Exercise: Please say how many lines in the records below contain the word "screen". Give only the number.

(Stored items)
========

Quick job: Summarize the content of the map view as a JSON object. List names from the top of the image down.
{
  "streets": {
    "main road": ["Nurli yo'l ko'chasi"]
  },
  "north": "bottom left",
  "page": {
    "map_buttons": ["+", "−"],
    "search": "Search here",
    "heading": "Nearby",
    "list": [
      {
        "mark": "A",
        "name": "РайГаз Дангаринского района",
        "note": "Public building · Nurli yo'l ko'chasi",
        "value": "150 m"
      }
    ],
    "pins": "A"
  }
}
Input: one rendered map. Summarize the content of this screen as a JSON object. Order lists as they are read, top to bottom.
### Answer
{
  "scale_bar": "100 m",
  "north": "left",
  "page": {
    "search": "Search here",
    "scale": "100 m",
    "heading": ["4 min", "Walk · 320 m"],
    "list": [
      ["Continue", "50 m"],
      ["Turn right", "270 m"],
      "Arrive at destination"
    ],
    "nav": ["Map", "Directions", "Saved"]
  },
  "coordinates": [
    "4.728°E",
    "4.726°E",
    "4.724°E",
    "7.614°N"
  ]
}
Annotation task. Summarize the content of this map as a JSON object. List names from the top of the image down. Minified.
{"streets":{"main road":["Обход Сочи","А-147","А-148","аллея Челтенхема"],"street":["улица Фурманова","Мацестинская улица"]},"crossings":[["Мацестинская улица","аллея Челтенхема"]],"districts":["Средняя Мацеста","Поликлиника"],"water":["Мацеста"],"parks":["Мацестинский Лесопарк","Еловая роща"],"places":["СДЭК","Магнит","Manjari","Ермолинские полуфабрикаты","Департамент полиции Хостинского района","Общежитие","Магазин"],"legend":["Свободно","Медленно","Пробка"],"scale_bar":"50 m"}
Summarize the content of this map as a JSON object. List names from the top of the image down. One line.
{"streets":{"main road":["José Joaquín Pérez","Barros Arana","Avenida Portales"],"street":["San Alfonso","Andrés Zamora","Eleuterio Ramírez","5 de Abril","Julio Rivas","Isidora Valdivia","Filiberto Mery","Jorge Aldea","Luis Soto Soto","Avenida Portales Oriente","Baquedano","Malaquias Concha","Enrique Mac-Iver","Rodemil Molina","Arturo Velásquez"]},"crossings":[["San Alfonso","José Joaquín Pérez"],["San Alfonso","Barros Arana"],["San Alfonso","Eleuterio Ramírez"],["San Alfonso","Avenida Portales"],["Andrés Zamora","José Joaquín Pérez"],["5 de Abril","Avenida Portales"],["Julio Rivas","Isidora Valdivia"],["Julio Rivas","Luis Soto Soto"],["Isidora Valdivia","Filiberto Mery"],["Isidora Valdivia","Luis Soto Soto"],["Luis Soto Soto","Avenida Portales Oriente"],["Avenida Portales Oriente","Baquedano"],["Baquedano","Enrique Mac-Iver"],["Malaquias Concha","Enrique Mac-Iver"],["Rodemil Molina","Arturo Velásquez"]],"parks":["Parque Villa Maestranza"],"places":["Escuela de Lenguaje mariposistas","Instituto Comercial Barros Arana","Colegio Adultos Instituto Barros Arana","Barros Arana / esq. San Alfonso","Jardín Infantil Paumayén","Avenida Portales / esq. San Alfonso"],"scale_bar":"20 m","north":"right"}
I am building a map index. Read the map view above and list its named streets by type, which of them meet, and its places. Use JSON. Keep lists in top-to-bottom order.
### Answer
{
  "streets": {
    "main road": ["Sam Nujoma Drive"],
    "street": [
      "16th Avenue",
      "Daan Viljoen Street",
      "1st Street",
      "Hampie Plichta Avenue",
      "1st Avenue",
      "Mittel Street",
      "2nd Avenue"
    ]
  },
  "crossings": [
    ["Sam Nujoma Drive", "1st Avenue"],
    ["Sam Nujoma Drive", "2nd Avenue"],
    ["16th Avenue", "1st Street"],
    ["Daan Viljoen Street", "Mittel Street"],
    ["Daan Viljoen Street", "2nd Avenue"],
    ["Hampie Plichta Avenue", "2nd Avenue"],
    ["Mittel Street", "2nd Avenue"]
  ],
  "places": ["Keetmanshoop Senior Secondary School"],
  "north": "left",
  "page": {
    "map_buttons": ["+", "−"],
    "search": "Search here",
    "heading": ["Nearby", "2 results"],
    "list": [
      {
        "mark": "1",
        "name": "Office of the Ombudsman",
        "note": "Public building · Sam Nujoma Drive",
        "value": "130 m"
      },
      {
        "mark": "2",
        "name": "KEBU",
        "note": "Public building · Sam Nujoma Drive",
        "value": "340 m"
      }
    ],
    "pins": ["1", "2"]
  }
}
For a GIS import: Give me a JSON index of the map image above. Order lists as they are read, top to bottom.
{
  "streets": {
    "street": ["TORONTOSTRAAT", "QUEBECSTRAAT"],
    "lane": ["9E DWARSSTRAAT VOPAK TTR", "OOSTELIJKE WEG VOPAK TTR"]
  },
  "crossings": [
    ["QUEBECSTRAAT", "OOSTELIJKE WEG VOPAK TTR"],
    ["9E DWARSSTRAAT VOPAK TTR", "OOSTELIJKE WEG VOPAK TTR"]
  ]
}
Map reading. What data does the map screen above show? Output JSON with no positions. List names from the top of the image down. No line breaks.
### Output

========

Answer box: 2